** Opening Dataset records block **

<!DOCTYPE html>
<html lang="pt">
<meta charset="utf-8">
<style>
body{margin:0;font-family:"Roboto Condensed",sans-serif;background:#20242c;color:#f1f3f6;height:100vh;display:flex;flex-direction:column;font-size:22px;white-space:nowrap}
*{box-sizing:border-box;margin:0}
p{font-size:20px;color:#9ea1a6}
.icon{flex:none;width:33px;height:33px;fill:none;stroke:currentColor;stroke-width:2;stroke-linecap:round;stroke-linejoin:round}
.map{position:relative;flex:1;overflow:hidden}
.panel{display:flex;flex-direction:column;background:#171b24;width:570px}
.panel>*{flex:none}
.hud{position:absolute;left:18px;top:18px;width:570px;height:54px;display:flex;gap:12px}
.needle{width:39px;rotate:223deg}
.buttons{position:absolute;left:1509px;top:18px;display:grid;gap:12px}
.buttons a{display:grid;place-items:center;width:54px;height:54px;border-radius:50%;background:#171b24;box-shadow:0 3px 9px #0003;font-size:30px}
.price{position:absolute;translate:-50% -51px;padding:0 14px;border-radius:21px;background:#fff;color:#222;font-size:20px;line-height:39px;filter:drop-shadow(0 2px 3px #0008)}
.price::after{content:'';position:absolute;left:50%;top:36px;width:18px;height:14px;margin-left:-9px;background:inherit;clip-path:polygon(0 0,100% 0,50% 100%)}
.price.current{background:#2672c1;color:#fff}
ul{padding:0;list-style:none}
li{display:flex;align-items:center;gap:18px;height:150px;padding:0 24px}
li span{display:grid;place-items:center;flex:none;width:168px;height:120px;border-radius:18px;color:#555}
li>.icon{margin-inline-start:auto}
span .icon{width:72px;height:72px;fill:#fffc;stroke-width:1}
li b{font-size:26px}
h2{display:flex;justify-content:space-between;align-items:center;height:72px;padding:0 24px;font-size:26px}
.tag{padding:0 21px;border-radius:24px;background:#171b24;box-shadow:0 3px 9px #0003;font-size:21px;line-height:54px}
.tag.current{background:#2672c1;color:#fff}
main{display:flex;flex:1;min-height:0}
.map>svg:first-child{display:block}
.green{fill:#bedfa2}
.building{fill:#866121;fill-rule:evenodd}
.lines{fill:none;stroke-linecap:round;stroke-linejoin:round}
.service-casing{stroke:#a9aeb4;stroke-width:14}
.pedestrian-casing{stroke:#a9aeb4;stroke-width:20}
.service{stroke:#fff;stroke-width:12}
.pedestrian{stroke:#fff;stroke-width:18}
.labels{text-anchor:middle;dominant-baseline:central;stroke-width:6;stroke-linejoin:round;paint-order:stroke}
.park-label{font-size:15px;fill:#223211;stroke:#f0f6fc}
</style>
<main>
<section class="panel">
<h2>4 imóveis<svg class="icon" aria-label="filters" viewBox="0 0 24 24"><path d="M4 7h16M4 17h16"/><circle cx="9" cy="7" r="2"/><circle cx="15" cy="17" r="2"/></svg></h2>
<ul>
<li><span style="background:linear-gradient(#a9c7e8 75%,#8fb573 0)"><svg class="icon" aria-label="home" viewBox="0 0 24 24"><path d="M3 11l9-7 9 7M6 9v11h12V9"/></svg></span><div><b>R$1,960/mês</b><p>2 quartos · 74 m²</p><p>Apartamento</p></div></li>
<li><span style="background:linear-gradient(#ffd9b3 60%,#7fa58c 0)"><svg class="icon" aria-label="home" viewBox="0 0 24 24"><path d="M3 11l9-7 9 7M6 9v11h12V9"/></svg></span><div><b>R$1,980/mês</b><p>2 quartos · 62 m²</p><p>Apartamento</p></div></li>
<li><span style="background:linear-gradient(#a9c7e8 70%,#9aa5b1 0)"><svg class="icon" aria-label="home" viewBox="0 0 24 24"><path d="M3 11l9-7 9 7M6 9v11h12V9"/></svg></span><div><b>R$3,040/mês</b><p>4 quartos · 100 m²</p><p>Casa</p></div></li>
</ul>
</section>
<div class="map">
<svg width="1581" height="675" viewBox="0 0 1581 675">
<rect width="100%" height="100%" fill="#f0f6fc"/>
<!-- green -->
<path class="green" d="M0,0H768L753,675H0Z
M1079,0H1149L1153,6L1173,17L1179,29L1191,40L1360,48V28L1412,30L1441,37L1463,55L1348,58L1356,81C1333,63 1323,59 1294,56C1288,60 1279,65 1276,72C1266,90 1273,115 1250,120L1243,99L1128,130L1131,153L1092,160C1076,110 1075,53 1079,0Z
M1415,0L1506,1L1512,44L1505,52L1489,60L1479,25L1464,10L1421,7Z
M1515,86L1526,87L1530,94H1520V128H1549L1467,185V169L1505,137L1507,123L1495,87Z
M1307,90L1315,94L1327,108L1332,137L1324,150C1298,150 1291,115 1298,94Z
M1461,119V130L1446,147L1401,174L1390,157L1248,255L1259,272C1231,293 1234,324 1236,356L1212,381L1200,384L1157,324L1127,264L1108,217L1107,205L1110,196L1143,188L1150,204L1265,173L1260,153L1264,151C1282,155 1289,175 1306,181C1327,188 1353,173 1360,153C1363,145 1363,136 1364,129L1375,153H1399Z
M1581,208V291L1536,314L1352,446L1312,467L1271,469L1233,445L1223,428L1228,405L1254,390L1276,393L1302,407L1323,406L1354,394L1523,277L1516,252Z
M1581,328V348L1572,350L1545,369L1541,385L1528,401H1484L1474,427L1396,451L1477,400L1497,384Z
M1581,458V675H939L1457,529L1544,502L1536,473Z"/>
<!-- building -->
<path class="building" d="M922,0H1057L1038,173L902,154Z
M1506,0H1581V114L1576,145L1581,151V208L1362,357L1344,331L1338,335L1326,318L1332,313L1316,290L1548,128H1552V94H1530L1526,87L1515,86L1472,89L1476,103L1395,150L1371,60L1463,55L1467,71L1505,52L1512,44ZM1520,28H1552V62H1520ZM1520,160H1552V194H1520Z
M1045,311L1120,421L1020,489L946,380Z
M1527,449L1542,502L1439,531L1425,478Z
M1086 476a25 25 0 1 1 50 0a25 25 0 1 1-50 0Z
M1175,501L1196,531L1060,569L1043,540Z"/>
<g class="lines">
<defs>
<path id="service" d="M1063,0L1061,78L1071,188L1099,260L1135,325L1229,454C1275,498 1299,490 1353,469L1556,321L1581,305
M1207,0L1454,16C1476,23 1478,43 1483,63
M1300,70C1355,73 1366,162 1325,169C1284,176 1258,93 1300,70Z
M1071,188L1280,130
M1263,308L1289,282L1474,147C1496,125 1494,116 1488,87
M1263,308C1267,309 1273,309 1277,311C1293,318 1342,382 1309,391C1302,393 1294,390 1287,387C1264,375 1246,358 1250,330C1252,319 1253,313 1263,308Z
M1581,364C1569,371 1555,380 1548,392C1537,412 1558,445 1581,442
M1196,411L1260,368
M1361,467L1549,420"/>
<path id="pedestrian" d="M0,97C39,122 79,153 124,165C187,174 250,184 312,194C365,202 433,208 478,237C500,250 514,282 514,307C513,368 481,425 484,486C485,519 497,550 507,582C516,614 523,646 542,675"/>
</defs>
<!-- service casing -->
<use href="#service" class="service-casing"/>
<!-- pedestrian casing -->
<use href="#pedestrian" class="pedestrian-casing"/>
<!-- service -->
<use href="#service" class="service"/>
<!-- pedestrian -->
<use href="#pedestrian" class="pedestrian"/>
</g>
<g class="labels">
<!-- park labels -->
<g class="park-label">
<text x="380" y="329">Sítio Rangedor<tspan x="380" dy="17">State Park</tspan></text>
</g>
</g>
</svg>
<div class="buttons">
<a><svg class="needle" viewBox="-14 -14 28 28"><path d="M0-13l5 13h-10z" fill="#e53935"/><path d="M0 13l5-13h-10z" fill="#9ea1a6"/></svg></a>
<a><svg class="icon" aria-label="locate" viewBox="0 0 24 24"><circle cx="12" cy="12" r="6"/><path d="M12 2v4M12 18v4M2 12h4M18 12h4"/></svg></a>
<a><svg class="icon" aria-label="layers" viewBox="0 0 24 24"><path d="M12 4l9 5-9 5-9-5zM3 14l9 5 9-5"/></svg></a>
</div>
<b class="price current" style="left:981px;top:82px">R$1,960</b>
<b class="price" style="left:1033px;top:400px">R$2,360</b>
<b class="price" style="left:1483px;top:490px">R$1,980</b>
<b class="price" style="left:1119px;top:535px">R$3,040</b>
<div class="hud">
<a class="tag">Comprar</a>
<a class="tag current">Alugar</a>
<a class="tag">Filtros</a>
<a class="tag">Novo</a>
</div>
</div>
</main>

** Closing Dataset records block **

Task — Pull every line containing the word "panel" out of the entries above.

Response —
.panel{display:flex;flex-direction:column;background:#171b24;width:570px}
.panel>*{flex:none}
<section class="panel">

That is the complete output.